D’ailleurs, on retrouve toute la diversité du web actuel et de ses moyens de communication tout au long du récit, relookés façon « Belle Époque » : posts sur le Trombinoscope (Facebook), retweets du Gazouilli (Twitter), vidéos sur Les Bons Tuyaux (YouTube), derniers articles d’actualité sur Hourra ! avec publicités d’époque (Yahoo !), avec en prime Zola qui publie un selfie de son séjour à Rome. Ce dernier exemple, qui pourrait être ridicule, permet habilement à Jean Dytar de donner à mieux percevoir ce qui pouvait irriter les contemporains de l’écrivain. Car, nous l’avons oublié, mais les dépêches envoyés régulièrement par Zola pour informer de son voyage n’étaient pas moins perçues comme des publicités narcissiques que les selfies publiées sur Instagram par les stars, influenceuses ou influenceurs actuels. Or, c’est à cela que sert le parti-pris d’anachronisme de Jean Dytar : redonner aux faits du passé leur impact d’origine.
#J’Accuse… !, une enquête sur les images en forme de feuilleton
Par son dispositif anachronique et le choix des sources de son récit (des journaux et témoignages d’époque), Jean Dytar a tenté de « placer les lecteurs dans une position ouverte qui pouvait être celle de citoyens ordinaires attentifs au débat public à l’époque, comme nous pouvons l’être aujourd’hui en tant qu’auditeurs, téléspectateurs, internautes… ou toujours lecteurs bien sûr. » L’auteur et son œuvre, #J’Accuse… !, nous invitent ainsi à garder les yeux et les oreilles bien ouverts, la pensée rationnelle en alerte et il s’agit, à ce titre, d’un support idéal pour l’éducation aux images par des enseignants, sans tomber dans le didactisme plan-plan. Jean Dytar permet ainsi de confronter et d’analyser les effets de textes mis en scène comme des vidéos diffusées sur une télévision anachronique ou sur Les Bons Tuyaux, « avec ou sans public, en situation de débat ou en journal télévisé, en reportage ou en zapping », comme le souligne l’auteur qui a tenu à diversifier les procédés.
Ainsi, la représentation d’articles de journaux comme des articles de sites web permet « notamment de mettre en scène un extrait de texte coupé par l’écran, suggérant que l’article se poursuivrait si on pouvait scroller la page », tandis que celle des témoignages ou des reportages sous forme de vidéos permet « des effets d’interaction, de commentaires, ou de prise de parole face caméra, et là aussi l’illusion du scrolling… ». Ce qui aboutit à un livre très dynamique, les procédés permettant à Jean Dytar de jouer avec le rythme :
« Il y avait une volonté de chercher à chaque fois le dispositif le plus approprié pour mettre en scène tel ou tel texte de façon pertinente, ou percutante, ou cohérente, ou qui allait pouvoir produire des effets de résonance particulier.

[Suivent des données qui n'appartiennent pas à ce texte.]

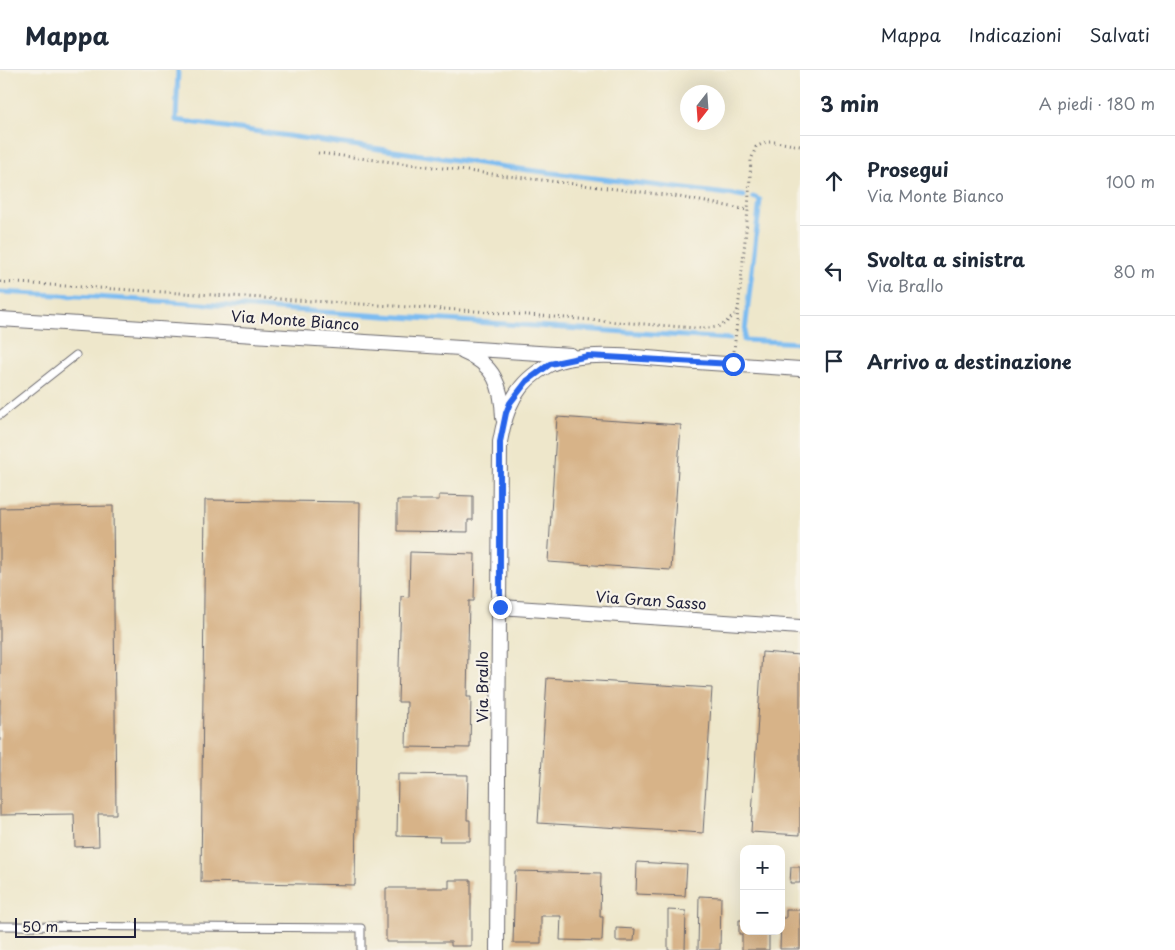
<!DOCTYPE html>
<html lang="it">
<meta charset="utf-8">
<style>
:root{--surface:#fff;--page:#f6f6f7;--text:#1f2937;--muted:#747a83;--line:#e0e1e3}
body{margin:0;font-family:"Playpen Sans",sans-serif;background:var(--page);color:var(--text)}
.controls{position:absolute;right:15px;bottom:15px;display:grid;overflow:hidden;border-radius:10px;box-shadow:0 5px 20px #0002}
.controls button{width:45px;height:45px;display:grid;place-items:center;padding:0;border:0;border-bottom:1px solid var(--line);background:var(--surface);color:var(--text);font:25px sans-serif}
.compass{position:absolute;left:680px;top:15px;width:45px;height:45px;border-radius:50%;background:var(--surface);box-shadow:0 5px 20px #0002;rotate:197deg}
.scale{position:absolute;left:15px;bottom:12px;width:121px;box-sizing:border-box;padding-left:5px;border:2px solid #22223b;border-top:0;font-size:14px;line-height:18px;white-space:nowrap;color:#22223b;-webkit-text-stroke:4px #f7f3e8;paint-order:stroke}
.stop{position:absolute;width:15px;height:15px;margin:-11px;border:4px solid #2563eb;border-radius:50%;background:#fff}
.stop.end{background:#2563eb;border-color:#fff;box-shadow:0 1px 5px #0008}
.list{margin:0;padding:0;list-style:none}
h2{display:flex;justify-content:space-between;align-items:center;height:65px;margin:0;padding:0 20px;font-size:21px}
h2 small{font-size:16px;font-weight:400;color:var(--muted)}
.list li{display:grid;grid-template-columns:32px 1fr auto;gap:15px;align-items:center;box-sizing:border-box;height:90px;padding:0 20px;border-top:1px solid var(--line)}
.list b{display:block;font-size:19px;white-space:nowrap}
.list p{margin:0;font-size:16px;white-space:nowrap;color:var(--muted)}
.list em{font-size:16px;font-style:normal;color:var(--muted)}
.icon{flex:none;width:28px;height:28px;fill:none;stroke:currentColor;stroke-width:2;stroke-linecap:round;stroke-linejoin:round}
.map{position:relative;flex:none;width:800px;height:880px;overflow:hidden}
header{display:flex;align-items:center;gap:30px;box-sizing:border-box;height:70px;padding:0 25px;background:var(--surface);border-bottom:1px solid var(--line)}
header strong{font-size:24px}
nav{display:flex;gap:28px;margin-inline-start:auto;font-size:18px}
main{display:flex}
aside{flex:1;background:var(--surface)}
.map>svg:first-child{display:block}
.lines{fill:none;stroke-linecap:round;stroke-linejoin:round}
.stream{stroke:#7cbcf1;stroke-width:5}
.building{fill:#d7b388}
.service-casing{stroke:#69676d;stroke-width:9}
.minor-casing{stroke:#69676d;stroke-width:16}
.path{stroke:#69676d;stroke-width:3;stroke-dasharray:1 4;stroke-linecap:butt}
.service{stroke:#fff;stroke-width:7}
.minor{stroke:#fff;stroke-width:14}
.route{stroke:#2563eb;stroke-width:6}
.labels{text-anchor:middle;stroke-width:4.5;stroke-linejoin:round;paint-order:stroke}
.street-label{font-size:15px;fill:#22223b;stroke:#f7f3e8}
</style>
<header>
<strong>Mappa</strong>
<nav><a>Mappa</a><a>Indicazioni</a><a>Salvati</a></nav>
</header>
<main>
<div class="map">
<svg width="800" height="880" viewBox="0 0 800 880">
<rect width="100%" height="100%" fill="#f7f3e8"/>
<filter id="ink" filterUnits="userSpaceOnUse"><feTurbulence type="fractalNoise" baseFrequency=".02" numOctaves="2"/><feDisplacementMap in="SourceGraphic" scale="10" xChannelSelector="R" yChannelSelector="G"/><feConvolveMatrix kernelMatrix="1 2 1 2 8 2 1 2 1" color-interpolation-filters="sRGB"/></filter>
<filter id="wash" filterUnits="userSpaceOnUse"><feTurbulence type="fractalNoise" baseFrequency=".0096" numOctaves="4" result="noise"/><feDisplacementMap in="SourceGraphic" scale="20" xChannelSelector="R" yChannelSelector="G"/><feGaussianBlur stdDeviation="1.12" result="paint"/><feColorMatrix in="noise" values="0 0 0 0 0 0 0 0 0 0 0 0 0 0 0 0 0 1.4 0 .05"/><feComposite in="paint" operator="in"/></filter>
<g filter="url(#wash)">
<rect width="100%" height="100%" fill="#eee7cb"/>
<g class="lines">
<path class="stream" d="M178,0L176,50L520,99L744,126
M753,127L760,130L744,270L800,273
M0,222L96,227L730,269"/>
</g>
<g id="blocks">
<path class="building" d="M557,347L681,355L671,500L548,492Z
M439,425L473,426V450H468V462L397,461V430H439Z
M205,430L360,432L355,815L201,812Z
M113,436L116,744H98L99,776L75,777L74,744L0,745V438Z
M410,482L475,484L474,531H469L467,627H471L470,678L406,677L407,632H398L401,526L409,527Z
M762,582L800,585V765L751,762Z
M547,608L712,618L703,763L538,753Z
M398,704L468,705L467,750H470V771H439L440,767L397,766Z
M637,792L687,795L685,826L636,824Z
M791,797H800V813H790Z
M515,801L601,803L600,847H603L602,871L560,870L561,846H541V873H513Z
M449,810H471V876H451V872H386V818H449Z
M699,826L721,827L720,880H698Z
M668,840L686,841L685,880H668Z
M786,840H800V879H780L781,848H786Z
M739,850H744V861H769V880H742V864H739Z
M616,858L635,859L634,871H616Z"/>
</g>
</g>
<g filter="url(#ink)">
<use href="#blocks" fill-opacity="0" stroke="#69676d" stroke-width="1"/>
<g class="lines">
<defs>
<path id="service" d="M0,345L76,285
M0,856L361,858V880"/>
<path id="minor" d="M0,249L571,285
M463,282C494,294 502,316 503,348
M500,537L800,557
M497,880L500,372C506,337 516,312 549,295C581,279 646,288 682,291C721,294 761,296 800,299"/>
</defs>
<use href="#service" class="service-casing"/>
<use href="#minor" class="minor-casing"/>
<path class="path" d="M318,83L674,126L748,140
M0,212L476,241L695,258C719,258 722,259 738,240
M734,281L748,140L751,90L756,77L766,72H776L800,76"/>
<use href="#service" class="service"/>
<use href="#minor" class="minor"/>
</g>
</g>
<g class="lines" filter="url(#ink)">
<path class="route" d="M500,537V372L506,343L510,333L527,311L550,294L588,286L733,294"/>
</g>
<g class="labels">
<g class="street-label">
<text transform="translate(295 251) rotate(4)" y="5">Via Monte Bianco</text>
<text transform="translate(651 531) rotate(4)" y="5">Via Gran Sasso</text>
<text transform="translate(483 617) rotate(-90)" y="5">Via Brallo</text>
</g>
</g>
</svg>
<div class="controls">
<button>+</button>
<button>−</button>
</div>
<svg class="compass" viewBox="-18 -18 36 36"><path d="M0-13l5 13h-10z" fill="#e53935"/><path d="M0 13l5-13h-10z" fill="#747a83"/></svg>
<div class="scale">50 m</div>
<div class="stop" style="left:733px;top:294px"></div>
<div class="stop end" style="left:500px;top:537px"></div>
</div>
<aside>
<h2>3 min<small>A piedi · 180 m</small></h2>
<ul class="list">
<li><svg class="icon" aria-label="ahead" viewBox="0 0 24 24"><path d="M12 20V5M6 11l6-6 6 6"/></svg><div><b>Prosegui</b><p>Via Monte Bianco</p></div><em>100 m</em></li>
<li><svg class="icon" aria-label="left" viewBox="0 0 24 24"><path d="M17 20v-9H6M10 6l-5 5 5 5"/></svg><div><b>Svolta a sinistra</b><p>Via Brallo</p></div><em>80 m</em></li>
<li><svg class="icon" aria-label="arrive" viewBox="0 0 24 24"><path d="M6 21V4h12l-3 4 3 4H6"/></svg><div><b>Arrivo a destinazione</b></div></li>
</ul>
</aside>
</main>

Ou encore tout simplement avec la volonté de rythmer le livre, de passer d’un registre à un autre, de créer des moments de respiration ou au contraire un tempo très enlevé, voire saturé. »
Jean Dytar
Ce foisonnement et ces effets de rythme participent de la fascination de #J’Accuse… ! et font du livre de Jean Dytar un monde que l’on parcourt en quête de vérité à perdre haleine. L’auteur retrouve ici la forme romanesque née des journaux du XIXe siècle : le feuilleton dont les rebondissements et les sous-intrigues incitait les lecteurs à acheter le journal pour connaître la suite. Les Misérables (Victor Hugo, 1863), rappelons-le, était un feuilleton. D’ailleurs, parmi les journalistes cités dans #J’Accuse… ! il y a le journaliste Gaston Leroux, créateur de Rouletabille dont les enquêtes haletantes furent publiées dans des journaux après l’affaire Dreyfus, entre 1907 et 1922.
Le feuilleton, qui a retrouvé un âge d’or avec les innombrables séries d’aujourd’hui, est aussi le modèle des révélations et polémiques à répétition de notre temps. Or, #J’Accuse… ! permet de décrypter ce storytelling à travers une affaire passée, qui était déjà un feuilleton en son temps.

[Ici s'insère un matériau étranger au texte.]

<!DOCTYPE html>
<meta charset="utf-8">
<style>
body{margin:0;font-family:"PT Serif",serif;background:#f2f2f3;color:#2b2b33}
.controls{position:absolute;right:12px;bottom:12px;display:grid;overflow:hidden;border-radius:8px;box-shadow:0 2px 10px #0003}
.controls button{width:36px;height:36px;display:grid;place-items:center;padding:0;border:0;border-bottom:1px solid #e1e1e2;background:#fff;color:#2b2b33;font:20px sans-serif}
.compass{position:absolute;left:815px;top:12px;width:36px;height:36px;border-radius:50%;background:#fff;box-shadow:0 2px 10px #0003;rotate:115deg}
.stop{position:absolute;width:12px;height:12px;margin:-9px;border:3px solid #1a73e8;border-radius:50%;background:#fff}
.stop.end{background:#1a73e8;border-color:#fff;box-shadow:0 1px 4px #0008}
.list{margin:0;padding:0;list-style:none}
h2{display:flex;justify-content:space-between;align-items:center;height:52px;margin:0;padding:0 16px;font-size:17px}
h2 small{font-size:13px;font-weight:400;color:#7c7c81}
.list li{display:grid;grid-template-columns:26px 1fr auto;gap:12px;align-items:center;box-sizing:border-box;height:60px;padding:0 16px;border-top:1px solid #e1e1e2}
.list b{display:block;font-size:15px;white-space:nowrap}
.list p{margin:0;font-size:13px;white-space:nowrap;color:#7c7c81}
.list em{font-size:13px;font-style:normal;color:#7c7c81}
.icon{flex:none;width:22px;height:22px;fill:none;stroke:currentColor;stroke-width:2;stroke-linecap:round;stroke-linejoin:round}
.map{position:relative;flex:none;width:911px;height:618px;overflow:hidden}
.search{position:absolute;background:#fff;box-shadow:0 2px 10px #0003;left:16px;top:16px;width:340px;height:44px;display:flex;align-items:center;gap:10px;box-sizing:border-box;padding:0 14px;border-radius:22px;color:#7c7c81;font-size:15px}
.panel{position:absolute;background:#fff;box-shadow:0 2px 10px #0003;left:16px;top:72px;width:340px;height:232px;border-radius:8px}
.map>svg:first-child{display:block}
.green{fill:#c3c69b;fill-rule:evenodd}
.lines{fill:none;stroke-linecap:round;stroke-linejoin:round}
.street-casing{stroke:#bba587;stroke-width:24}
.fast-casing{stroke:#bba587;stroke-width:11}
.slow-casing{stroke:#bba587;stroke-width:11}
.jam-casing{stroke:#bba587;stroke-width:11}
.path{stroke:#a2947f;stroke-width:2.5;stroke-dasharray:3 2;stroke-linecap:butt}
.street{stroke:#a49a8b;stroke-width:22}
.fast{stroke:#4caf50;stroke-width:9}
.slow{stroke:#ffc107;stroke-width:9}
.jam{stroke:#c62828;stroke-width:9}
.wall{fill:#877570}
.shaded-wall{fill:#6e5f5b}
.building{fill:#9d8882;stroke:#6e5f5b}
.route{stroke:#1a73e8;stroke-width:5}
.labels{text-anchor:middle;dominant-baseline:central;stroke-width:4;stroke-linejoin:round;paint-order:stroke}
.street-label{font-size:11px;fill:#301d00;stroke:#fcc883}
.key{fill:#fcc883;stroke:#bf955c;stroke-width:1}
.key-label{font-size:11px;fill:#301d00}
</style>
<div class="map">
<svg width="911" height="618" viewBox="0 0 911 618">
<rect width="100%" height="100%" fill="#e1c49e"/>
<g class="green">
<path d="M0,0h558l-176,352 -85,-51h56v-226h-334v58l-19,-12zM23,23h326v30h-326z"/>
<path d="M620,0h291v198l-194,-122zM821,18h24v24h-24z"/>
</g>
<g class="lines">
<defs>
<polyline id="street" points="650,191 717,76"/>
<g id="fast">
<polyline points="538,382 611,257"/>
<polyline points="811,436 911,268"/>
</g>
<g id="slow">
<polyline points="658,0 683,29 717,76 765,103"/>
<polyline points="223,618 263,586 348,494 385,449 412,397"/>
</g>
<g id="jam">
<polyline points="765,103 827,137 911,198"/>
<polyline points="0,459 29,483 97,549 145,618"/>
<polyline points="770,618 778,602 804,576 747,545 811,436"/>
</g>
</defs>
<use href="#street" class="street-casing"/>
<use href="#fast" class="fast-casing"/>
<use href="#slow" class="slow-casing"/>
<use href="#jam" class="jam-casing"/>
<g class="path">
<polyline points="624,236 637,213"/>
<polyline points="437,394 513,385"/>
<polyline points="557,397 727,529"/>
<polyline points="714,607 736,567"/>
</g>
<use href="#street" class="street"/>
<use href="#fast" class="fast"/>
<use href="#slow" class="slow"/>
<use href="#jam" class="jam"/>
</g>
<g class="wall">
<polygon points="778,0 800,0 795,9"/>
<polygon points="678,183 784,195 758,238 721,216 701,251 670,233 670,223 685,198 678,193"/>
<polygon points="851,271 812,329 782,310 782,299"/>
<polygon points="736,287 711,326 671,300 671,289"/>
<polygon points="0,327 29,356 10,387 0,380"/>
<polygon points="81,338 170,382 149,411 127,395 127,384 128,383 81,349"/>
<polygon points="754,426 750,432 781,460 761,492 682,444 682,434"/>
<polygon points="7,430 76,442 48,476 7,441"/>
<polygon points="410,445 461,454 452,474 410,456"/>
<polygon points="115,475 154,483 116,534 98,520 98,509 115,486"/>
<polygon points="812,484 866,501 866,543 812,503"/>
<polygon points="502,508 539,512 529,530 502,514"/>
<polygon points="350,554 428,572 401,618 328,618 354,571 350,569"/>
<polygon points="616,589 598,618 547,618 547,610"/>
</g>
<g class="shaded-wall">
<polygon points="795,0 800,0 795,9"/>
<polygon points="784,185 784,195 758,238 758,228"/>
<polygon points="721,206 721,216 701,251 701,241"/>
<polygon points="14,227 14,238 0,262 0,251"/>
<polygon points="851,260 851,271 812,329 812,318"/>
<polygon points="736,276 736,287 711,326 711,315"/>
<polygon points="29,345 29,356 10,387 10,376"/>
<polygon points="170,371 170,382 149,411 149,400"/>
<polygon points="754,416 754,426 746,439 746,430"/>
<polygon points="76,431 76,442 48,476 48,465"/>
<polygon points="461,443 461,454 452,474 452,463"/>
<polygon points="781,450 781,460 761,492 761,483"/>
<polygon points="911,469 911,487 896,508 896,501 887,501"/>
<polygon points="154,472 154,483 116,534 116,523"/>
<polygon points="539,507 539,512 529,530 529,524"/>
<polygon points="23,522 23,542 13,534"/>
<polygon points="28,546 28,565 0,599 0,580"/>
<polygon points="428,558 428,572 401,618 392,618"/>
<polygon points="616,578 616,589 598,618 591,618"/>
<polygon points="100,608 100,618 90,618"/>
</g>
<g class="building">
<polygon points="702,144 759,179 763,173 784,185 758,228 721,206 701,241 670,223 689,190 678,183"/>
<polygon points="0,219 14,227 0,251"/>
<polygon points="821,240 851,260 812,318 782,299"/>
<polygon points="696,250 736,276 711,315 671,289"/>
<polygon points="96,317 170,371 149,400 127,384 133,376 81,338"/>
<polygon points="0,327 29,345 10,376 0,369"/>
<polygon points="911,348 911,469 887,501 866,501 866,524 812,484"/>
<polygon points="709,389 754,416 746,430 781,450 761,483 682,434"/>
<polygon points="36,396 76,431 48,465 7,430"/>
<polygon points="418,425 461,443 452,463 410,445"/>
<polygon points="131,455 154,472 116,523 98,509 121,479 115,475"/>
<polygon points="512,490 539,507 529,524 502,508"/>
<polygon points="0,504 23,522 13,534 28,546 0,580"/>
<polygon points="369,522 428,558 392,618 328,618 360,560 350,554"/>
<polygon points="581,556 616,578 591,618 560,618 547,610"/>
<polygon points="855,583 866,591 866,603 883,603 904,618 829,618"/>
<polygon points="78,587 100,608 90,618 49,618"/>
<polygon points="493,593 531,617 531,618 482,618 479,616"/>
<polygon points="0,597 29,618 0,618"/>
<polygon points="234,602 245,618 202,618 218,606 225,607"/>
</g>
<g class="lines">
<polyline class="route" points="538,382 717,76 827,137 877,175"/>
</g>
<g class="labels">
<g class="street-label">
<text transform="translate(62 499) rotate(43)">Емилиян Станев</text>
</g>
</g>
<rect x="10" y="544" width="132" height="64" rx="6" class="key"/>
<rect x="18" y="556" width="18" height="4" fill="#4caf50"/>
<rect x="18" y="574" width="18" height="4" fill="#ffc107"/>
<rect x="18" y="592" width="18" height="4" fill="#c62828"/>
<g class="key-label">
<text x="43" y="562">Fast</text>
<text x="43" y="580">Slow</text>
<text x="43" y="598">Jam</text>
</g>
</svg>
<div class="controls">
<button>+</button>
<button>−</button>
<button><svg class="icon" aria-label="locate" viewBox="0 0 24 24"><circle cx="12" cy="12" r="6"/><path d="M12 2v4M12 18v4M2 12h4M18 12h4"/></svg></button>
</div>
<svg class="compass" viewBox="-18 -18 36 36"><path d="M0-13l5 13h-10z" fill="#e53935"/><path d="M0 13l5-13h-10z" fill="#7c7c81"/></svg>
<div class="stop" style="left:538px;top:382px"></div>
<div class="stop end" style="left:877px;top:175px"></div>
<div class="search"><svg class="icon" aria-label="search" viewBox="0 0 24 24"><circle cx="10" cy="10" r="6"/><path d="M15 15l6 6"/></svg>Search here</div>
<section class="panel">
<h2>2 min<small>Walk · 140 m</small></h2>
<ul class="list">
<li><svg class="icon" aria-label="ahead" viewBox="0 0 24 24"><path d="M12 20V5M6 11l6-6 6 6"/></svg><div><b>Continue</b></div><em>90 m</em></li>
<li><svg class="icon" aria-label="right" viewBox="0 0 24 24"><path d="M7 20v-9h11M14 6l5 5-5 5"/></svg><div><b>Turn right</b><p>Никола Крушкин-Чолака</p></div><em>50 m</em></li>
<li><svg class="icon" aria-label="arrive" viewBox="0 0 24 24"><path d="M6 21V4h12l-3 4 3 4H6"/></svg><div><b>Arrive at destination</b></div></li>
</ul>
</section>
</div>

Exercer son esprit critique aujourd’hui grâce à l’Histoire
L’affaire Dreyfus demeure choquante et ses soubresauts toujours sensibles dans la société française actuelle, où les spectres de l’Action Française née en ce temps rôdent en pleine campagne présidentielle. Ce qui fait la terrible efficacité de la bande-dessinée de Jean Dytar, graphiquement impeccable, au noir et blanc brut comme des gravures d’antan, c’est qu’elle révèle à quel point certaines polémiques présentes rappellent (je m’exprime ici à titre personnel) l’atmosphère nauséabonde de ces années d’affaire Dreyfus. C’est à ce titre une œuvre politique sans cesser d’être rigoureusement historique, justement parce que #J’Accuse… ! invite à ne pas faire de l’Histoire un monument à contempler sans réfléchir ou à apprendre par cœur, sans réfléchir également.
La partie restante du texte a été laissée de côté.